In 1982, WHO shifted its focus from ‘International Standards’ to ‘Guidelines’. The main reason for the shift is the advantage provided by the use of a risk-benefit approach (quantitative or qualitative) to the establishment of national standards and regulations. Specifically, the application of the Guidelines to different countries should take account of the sociocultural, environmental and economic circumstances particular to those countries.

WHO Member States have recognized the urgent need to improve drinking-water safety, and called upon WHO to strengthen its technical advice in this area in a World Health Assembly Resolution, agreed to in May 2011.

Who uses the Guidelines?

The Guidelines are addressed to water and health regulators, policy-makers, and their advisors, mainly to assist them in the development of national standards. The Guidelines are also used by many others such as water suppliers and practitioners as an international scientific point of reference on water quality and health, and effective water safety and management approaches.

The Guidelines for Drinking-water Quality are recognized as the UN system’s official position on drinking-water quality. The European Commission and Japan use the Guidelines as the scientific point of departure for their drinking-water directive and drinking-water quality standards, respectively; the Australian Drinking Water Guidelines are based on the WHO Guidelines, while the United States Environmental Protection Agency (USEPA) and Canada's Health Canada actively observe and participate in the WHO Guidelines development and updating process.

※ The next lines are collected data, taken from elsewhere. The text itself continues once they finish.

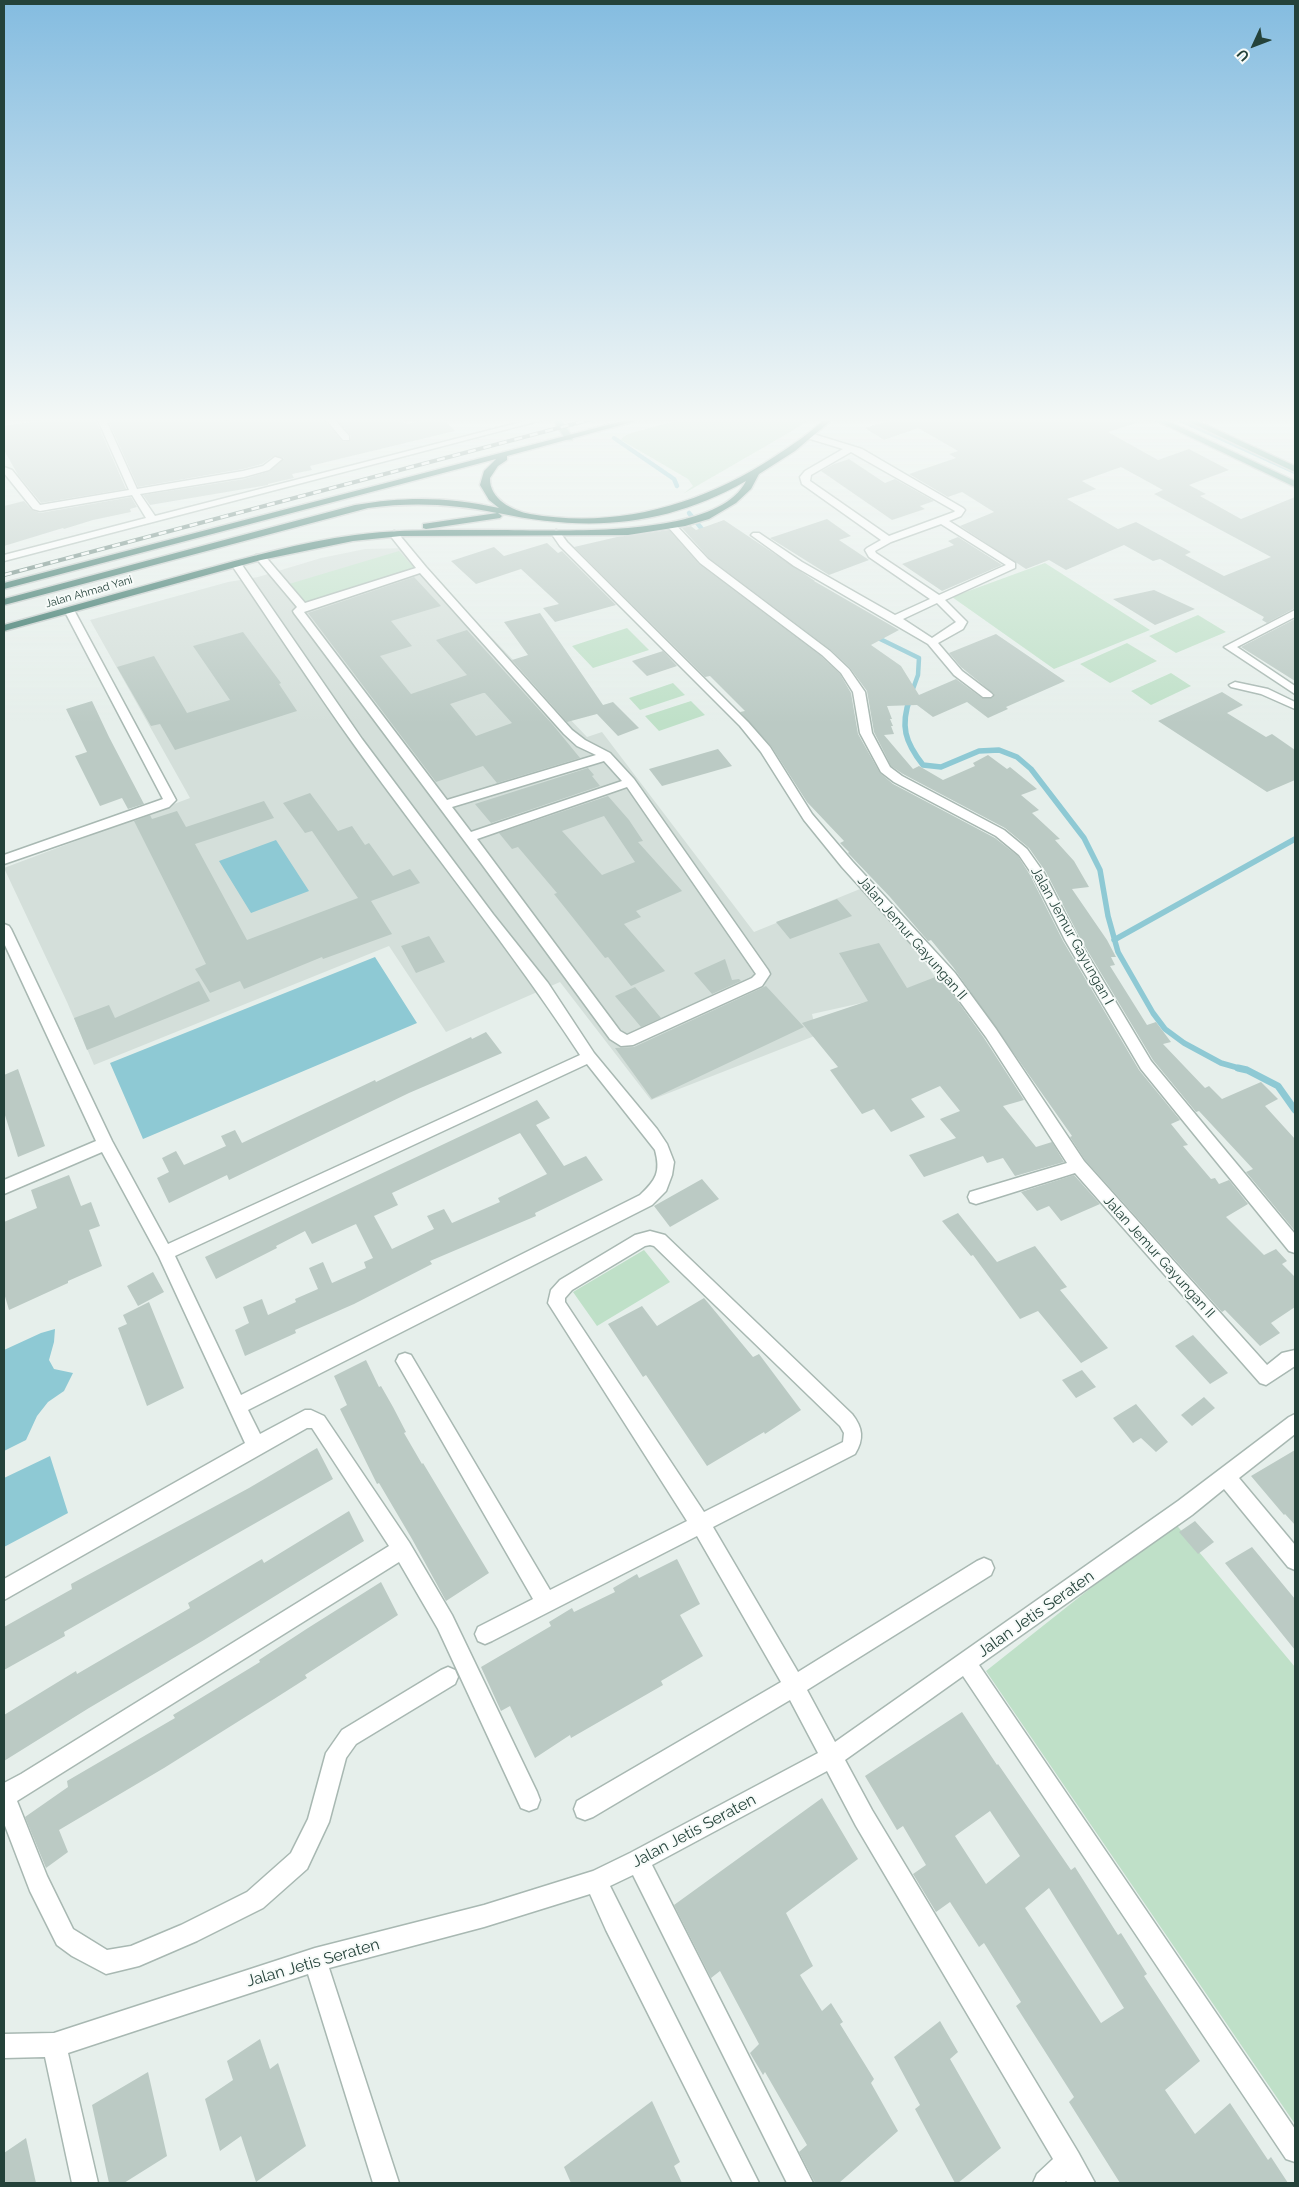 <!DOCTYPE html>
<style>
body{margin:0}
#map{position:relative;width:1299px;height:2187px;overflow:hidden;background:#e6efeb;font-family:Raleway,sans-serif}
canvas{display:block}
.frame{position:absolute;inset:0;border:5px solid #24423a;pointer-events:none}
.north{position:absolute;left:1229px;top:20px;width:50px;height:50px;-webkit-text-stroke:4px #f7fbf9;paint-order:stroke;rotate:227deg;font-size:14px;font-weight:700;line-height:20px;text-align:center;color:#24423a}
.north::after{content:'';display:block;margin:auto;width:18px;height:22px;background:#24423a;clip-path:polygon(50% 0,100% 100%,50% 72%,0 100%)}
</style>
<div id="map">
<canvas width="1299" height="2187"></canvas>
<div class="frame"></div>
<div class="north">U</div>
</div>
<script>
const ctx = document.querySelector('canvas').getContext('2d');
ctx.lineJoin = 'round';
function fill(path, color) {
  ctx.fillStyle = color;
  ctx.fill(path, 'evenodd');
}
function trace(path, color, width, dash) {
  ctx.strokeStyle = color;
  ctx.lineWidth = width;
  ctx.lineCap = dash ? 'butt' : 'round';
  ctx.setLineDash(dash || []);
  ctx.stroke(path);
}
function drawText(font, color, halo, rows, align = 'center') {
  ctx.font = font + ' Raleway,sans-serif';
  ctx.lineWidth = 4;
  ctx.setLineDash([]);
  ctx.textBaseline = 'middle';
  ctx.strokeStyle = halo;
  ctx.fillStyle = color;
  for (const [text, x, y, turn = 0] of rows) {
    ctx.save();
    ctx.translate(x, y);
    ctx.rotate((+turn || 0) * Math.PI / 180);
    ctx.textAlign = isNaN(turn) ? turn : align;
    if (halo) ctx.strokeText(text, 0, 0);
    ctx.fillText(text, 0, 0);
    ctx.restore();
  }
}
fill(new Path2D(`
 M406,548L587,737L602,732L754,932L865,887L905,935L936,978L875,1000L812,1014L817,1035L651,1100L560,982L446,1032L389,946L94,1065L67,1002L4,868L190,798L90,620L228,582L258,577L321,558L365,549Z`), '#d4dfda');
fill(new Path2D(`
 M686,418H811L792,431L683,494L693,486L688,479L621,440L623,437L628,434Z
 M399,551L417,571L306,604L289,584Z
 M1045,563L1150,630L1054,669L952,597Z
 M1198,615L1226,632L1176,653L1149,636Z
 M627,628L649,650L593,668L572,646Z
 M1127,643L1157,661L1110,683L1080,664Z
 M1171,673L1191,686L1151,705L1131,691Z
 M673,683L685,695L640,710L629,698Z
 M691,701L705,715L659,731L645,716Z
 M644,1250L670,1282L597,1326L573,1292Z
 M1174,1522L1295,1667V2124L986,1671Z`), '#bfe0c8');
fill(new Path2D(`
 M276,840L309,891L251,913L219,861Z
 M375,957L417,1023L143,1139L110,1063Z
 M55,1329L54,1342L49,1360L54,1369L73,1373L64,1391L48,1402L37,1416L26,1440L4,1451V1350L41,1333Z
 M50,1456L68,1513L4,1547V1478Z`), '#8ec9d4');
trace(new Path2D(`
 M589,418L593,421
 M1176,418L1295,472
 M614,438L674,479L677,486
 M689,513L706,534
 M874,636L919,658L918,675L909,700`), '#8ec9d4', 4.5);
trace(new Path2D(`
 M910,698C900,726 905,742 923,765L941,767L979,751L999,750L1017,757L1031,769L1084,838L1100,870L1108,916L1118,952L1153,1013L1165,1029L1184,1043L1221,1063L1242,1069
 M1114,940L1295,839`), '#8ec9d4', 5.5);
trace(new Path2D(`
 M1238,1068L1247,1070L1278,1086L1295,1110`), '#8ec9d4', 7);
fill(new Path2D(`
 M56,418H95L126,489L41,503L18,475L4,450V426Z
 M107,418H224L226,421L241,418H323L343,442L350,441L351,436L335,418H401L406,424L432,418H442L455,431L310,466L312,470L292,474L294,478L268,484V485L150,505L143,495L244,479L270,471L284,458L274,456L262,464L243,469L138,487Z
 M898,418H1142L1143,421L1108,432L1158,460L1189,449L1229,470L1189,485L1206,494L1200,496L1241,519L1295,497V608L1267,623L1262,620L1264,617L1160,559L1153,561L1124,545L1066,570L1049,560L1026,569L960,526L994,512L962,492L948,497L909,474L956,458L949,454L958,451L918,428L884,440L865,428ZM1121,467L1163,490L1154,494L1271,557L1224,576L1185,555L1191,552L1136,522L1118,529L1067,499L1096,489L1082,481Z
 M849,459L885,483L895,479L934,501L920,506L925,509L892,520L821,471L834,464Z
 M131,497L137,507L130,509L131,512L93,520L64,529L63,528L4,546V506L24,501L32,510L40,513Z
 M827,519L851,536L839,540L869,560L829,575L770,538Z
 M724,520L815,581H814L899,630L871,645L901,666L919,695L956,679L982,698H992L994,694L961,667L949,653L996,634L1065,681L1006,707L1008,709L988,718L967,702L933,717L917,705L887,706L892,719H890L893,726H891L894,734L884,735L913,769L919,766L943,780L975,766L973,763L988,755L1007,769L1010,767L1037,789L1021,795L1039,810L1032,813L1060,839L1055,840L1074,861L1089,887L1072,889L1107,940L1116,957H1111L1115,965L1110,966L1147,1025L1156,1022L1171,1042L1163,1044L1205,1088L1209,1086L1222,1099L1261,1082L1278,1099L1265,1106L1295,1139V1231L1246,1172L1253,1169L1199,1111L1196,1112L1153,1060L1080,938L1046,872L1029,848L1005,828L903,774L891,766L874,732L867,691L850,668L831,650L709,558L682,528L691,526L696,530Z
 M669,530L699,564L821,656L840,674L851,693L858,734L880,773L893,784L995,838L1018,856L1030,875L1063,941L1139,1070L1180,1120L1171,1124L1188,1145L1183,1146L1211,1179L1215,1178L1219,1184L1229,1180L1248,1204L1226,1217L1264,1255L1276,1249L1287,1261L1282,1264L1295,1277V1307L1271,1323L1280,1333L1260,1346L1225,1310L1222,1312L1085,1160L1070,1137L1072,1136L953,967L931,940L928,941L890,897L848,853L849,852L840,843L844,841L807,802L771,746L740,712L745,711L710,676L705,677L574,547L617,537Z
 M958,537L1002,565L942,591L902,564L954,545L948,541Z
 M547,543L558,553L562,551L616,605L555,622L543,608L559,604L521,569L476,584L451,561L494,547L504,556Z
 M414,577L441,606L391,621L412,646L380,656L411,694L467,675L436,640L467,630L553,725L580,758L497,783L483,766L436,782L308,613ZM483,693H485L512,723L476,736L450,704Z
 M1154,590L1195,609L1155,625L1113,599Z
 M540,613L603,705L613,702L639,728L618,736L597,714L567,722L512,660L528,655L504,622Z
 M1295,619V681L1241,647Z
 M243,632L281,683L279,684L297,711L175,750L160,724L151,726L117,667L154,656L187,713L230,700L193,646Z
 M663,651L677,666L647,676L632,661Z
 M1222,692L1243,705L1227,713L1266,737L1272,734L1295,750V780L1267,792L1158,721Z
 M92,701L109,737L144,804L128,809L122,798L100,806L75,756L87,752L66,709Z
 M718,749L732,766L662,786L649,769Z
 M588,768L594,775L592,776L600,786L491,823L475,804Z
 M310,793L338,831L352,826L365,845L369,843L393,876L410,869L420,883L371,901L392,934L323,959L322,957L244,989L240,981L210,993L195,969L206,964L134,821L150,815L152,819L177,811L186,827L264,801L274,818L195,844L247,940L358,898L312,831L305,833L283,803Z
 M608,796L629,820L643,841L638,842L682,891L636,911L641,917L624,924L665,971L631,986L608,957L605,958L554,894L557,893L518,847L512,849L499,833ZM604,816L635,862L602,875L562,831Z
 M837,899L852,916L790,939L776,922Z
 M429,936L445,962L416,973L401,946Z
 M879,943L907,988L938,976L944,982L984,1038L1024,1100L1003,1106L1036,1147L1052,1142L1064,1162L1015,1176L1003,1158L987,1163L983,1156L924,1177L909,1155L956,1138L940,1119L960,1111L940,1086L911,1099L925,1117L891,1132L874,1109L862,1114L830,1070L838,1067L802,1023L868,1001L839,953Z
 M725,959L732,980L739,979L741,981L712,994L694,973Z
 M199,981L210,1001L87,1050L74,1018L109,1005L115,1018Z
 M766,986L804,1027L652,1099L615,1048L634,1047Z
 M635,987L661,1018L641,1027L615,996Z
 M486,1032L502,1053L409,1093L229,1180L227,1175L169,1203L157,1178L169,1172L162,1158L176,1151L184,1165L226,1146L221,1136L235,1130L242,1143L375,1080L376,1082L471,1037L472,1039Z
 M18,1069L45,1146L18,1157L4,1112V1075Z
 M537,1100L550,1118L536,1125L564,1166L586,1156L603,1180L535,1213L536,1216L430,1261L432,1264L354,1304L295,1330L296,1333L245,1356L235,1330L249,1323L243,1307L262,1299L268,1315L296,1302L295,1299L318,1289L309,1268L323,1262L332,1283L366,1268L364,1262L373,1258L356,1224L312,1244L305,1231L276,1246L277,1248L216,1279L205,1257ZM520,1133L547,1174L498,1198L500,1202L452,1223L444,1209L427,1216L434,1229L392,1249L374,1216L398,1205L392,1193Z
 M69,1175L81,1206L91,1202L100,1226L89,1230L102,1266L68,1281V1283L9,1310L4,1293V1222L37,1208L31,1190Z
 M1074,1175L1100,1204L1061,1221L1049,1206L1037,1211L1021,1192Z
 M702,1179L719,1199L670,1227L654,1206Z
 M958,1213L997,1262L1035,1246L1067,1287L1060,1290L1108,1348L1081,1363L1038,1311L1020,1319L973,1255L971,1256L942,1221Z
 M153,1272L164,1292L138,1306L127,1286Z
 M704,1298L753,1357L759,1354L801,1410L765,1434L764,1432L707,1466L646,1375L643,1377L608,1324L642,1306L657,1326Z
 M149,1302L184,1388L147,1406L118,1328L127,1324L123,1315Z
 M1193,1335L1228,1373L1210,1384L1175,1346Z
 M366,1360L379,1387L381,1386L393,1407L406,1432L404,1433L422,1464L423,1463L489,1573L446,1601L412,1539L379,1483L377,1484L340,1409L347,1405L334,1376Z
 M1082,1370L1096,1387L1076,1398L1062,1380Z
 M1204,1397L1215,1408L1192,1426L1181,1415Z
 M1136,1404L1168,1442L1156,1452L1141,1438L1133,1443L1113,1418Z
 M317,1448L333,1479L64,1632L65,1636L4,1670V1627L72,1589L71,1584L249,1488Z
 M1295,1450V1525L1285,1514L1284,1515L1251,1476Z
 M349,1511L364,1541L204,1640L89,1708L4,1761V1715L76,1671L77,1674L190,1608L188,1603L262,1559L264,1563Z
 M1195,1521L1214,1542L1198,1554L1179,1532Z
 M1252,1547L1295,1599V1650L1225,1563Z
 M677,1559L700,1604L680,1615L703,1656L661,1681L663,1685L571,1738L570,1735L535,1758L510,1706L501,1711L481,1667L551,1626L549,1622L572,1608L574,1612L615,1592L613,1588L637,1574L639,1578Z
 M381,1582L398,1615L305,1675L307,1678L274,1699L164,1768L59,1830L68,1852L46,1868L25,1817L68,1787L67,1781L175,1718L173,1715L260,1662L259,1660L308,1628Z
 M962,1712L997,1765L998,1764L1071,1870L1075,1867L1118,1935L1121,1933L1147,1974L1144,1976L1200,2061L1165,2090L1195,2134L1230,2103L1268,2160L1271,2157L1288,2183H1120L1069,2102L1074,2097L1016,2006L1021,2002L984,1943L979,1947L950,1902L936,1912L913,1874L926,1865L903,1826L897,1830L865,1776ZM990,1811L1020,1856L986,1884L955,1836ZM1049,1888L1124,2008L1101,2023L1025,1908Z
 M822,1798L858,1859L786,1913L813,1966L800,1975L822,2011L831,2003L843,2022L840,2024L874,2079L871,2083L898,2131L839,2183H815L799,2152L807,2145L765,2072L763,2075L750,2053L759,2044L720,1971L711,1978L674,1905Z
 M940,2021L958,2052L950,2059L1001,2148L958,2183H955L915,2109L920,2105L894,2057Z
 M260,2039L270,2069L278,2063L306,2146L256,2182L241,2136L220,2151L205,2099L233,2080L227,2061Z
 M148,2072L167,2156L124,2183H109L92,2105Z
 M652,2101L680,2162L674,2166L682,2183H571L564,2167Z
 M26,2138L36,2183H4V2153Z`), '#bbcac4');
const minor = new Path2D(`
 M97,418H105L137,489L243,471L263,466L275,457L282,459L269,470L244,477L140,494L155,516L537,418H550L4,561V555L146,518L132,495L40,511L33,509L4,473V467L12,470L40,505L129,490Z
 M325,418H333L349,436V440H343Z
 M810,433L862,449L963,508L965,510L961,516L949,521L1015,563V568L945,600L967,622L963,629L938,643L962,671L991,693L993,695L991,697H983L954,675L928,644L794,566L751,535L753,533H759L802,562L895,615L930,599L869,557L865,550L867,548L881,540L802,484L800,477L805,471L843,449L807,438L806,436ZM851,452L955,511L954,512L889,536L810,481L811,475ZM941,524L1006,565L939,595L876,553L875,551L891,542ZM937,603L956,622L932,638L903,619Z
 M672,523L675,524L708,559L830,651L849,669L865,692L872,733L890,767L902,776L1004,830L1027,849L1044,873L1078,939L1151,1061L1295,1234V1253L1289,1251L1141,1069L1065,940L1032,874L1019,855L996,836L894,782L881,772L860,733L853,692L841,673L822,655L700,563L669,528L667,526Z
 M556,530L559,531L567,542L748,722L770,747L812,814L852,861L955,973L996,1029L1084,1161L1267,1365L1282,1353L1295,1350V1366L1266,1385L1260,1383L1075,1173L976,1204L970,1202L968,1197L970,1192L1067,1163L986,1037L945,981L842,867L804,820L761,752L740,726L560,546L551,533Z
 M394,531L397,532L426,567L572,730L585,740L610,753L634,779L768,970L770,974L762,986L633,1045L621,1046L610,1039L481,863L294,613L293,611L297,607L255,557L256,555H264L305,603L416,568L389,534ZM420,573L564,734L577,746L596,755L447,800L304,612ZM604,761L622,781L471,832L452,807ZM627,787L756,974L752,978L627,1035L620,1031L477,839Z
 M236,561L240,562L362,739L493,914L548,983L594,1053L657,1129L667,1144L674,1162L672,1175L666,1191L652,1205L248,1410L260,1434L305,1410H311L324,1416L409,1542L452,1615L537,1792L540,1800L537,1808L529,1811L521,1808L438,1629L399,1562L17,1801L47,1876L73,1929L107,1950L131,1946L181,1925L247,1892L291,1853L308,1819L326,1753L342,1730L441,1670L448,1667L455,1670L458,1677L455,1684L356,1744L346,1758L329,1822L307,1869L263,1908L197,1941L139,1966L106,1974L72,1956L57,1945L30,1891L4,1823V1783L21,1774L389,1546L312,1428H307L4,1600V1579L245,1443L159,1257L102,1152L4,1194V1180L96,1141L4,943V924L9,926L11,929L112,1141L168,1244L580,1055C510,948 429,849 355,746C312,686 272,624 231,564ZM587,1064L655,1150C661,1172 656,1180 640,1195L241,1395L175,1256Z
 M69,607L74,610L176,800L169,807L4,864V855L163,799L64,610Z
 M1295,610V617L1237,647L1295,686V694L1224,647Z
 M1235,682L1268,689L1295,702V709L1261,694L1231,687L1229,685Z
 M650,1231L665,1235L852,1414C863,1428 864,1439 855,1454L713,1527L798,1672L977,1561L984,1558L991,1561L994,1568L991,1575L807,1690L835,1742L1178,1501L1289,1417L1295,1414V1434L1239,1478L1295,1545V1570L1288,1567L1224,1489L1192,1515L979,1665L1295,2129V2162L1286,2159L963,1676L845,1760L872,1810L1078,2152L1095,2183H1068L1066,2181L1064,2183H1033L1037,2174L1053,2159L856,1826L827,1771L652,1865L813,2183H787L633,1875L610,1886L759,2183H733L606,1930L590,1894L484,1927L329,1968L399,2183H373L308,1974L68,2053L98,2183H72L45,2057L4,2058V2034L54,2033L315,1948L484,1905L593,1871L630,1853L818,1753L790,1700L593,1817L585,1820L577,1817L574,1809L577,1801L781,1682L697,1536L492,1641L485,1644L478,1641L475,1634L478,1627L533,1599L396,1361L399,1355L405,1353L411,1355L550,1590L687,1521L548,1303L551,1290L560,1280L635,1235ZM650,1245L654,1246L840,1426L844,1433L843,1442L704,1512L565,1302V1298L572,1290L645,1246Z`);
const major = new Path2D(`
 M552,418H560L573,438L572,440H566Z
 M1151,418H1161L1295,481V487Z
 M1181,418H1191L1295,466V472Z`);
const highway = new Path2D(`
 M634,418H647L507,456V460L498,466L490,478C489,499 513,511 530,514C617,529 701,505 774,457C792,445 811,433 825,418H834L795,451L759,474L751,489L736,503L709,519L685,526L628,535L401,536L353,541L261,560L4,631V625C67,607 130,590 194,572C246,558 301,542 355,535C399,529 442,530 486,530C546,529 716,542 746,481C665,527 588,532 498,513L502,516L500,518L426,529L423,528V524L497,513C453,504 413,502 368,508L4,605V599L355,505C407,496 448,497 499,508L489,500L480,485L484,471L496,459L4,589V583Z`);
trace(minor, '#a8b8b2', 3);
trace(major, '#c2cac8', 3);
trace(highway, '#c2cac8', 3);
fill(minor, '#fff');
fill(major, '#6aa596');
fill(highway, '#2f6f62');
const rail = new Path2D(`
 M4,575L596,418`);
trace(rail, '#5f7d75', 4);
trace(rail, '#f7fbf9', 2.5, [8]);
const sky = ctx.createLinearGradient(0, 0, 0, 724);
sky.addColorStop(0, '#84bce0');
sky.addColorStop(0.58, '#f4f8f6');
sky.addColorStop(1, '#f4f8f600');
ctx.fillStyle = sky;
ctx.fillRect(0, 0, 1299, 724);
drawText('11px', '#24423a', '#f7fbf9', [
 ["Jalan Ahmad Yani",89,592,-16]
]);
drawText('14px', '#24423a', '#f7fbf9', [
 ["Jalan Jemur Gayungan I",1072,936,61],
 ["Jalan Jemur Gayungan II",912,938,49],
 ["Jalan Jemur Gayungan II",1159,1257,48]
]);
drawText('16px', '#24423a', '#f7fbf9', [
 ["Jalan Jetis Seraten",1036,1614,-35],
 ["Jalan Jetis Seraten",694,1831,-28],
 ["Jalan Jetis Seraten",313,1963,-16]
]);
</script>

Many developing countries use the Guidelines directly or indirectly in setting national standards. The Guidelines are often used where guidelines or standards are unavailable and are also referred to in the food standards developed by the Codex Alimentarius Commission (for instance, for mineral water and bottled water).

Water suppliers—both larger utilities and those providing water to small communities—will find the recommended management approaches to be practical and effective ways to assure drinking water quality.